--- ACTIVITY ---
For the entries below, report every line that includes the word "Gimnasio".

Collected data:
━━━━━━━━━━━━━━━━━━━━
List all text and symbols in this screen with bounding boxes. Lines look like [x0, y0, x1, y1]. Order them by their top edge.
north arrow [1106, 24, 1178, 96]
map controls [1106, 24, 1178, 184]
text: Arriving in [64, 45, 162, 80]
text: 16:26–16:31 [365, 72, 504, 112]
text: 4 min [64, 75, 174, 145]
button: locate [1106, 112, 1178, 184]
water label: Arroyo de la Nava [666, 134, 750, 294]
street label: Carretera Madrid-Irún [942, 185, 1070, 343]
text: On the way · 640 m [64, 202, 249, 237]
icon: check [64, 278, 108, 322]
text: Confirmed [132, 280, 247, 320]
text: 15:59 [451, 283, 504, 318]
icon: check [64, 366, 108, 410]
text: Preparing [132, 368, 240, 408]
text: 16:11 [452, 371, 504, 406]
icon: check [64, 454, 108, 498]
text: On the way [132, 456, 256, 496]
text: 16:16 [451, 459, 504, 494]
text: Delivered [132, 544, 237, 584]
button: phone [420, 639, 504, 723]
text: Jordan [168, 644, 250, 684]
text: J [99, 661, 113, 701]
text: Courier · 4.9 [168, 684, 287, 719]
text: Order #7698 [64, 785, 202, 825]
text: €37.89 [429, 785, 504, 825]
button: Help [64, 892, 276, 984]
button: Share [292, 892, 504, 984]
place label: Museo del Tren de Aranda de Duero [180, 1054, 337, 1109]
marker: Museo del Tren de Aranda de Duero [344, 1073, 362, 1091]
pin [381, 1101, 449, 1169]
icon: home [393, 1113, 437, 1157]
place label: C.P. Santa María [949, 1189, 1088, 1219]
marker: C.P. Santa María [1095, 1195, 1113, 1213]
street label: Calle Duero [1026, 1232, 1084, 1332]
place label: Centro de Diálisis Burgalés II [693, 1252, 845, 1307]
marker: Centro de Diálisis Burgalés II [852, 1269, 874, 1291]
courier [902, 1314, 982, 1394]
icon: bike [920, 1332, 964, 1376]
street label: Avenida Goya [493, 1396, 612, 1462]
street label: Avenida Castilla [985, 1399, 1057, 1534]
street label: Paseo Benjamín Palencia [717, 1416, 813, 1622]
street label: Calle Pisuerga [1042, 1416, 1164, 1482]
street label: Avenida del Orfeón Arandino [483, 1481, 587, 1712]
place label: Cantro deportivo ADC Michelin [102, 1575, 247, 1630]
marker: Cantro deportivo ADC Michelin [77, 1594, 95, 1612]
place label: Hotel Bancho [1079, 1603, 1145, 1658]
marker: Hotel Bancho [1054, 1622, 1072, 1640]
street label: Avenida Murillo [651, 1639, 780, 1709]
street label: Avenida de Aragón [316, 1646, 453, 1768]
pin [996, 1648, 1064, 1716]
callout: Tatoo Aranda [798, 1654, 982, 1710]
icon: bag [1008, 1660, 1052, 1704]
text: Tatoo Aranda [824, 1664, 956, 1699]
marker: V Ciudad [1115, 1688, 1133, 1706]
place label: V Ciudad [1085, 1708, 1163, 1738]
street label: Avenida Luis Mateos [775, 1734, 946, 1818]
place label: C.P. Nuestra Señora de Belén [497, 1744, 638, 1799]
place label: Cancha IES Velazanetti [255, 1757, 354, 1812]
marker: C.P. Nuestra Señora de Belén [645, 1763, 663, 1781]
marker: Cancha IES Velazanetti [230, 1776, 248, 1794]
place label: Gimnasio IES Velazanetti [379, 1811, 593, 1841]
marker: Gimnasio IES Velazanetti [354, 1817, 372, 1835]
━━━━━━━━━━━━━━━━━━━━
--- ANSWER BOX ---
place label: Gimnasio IES Velazanetti [379, 1811, 593, 1841]
marker: Gimnasio IES Velazanetti [354, 1817, 372, 1835]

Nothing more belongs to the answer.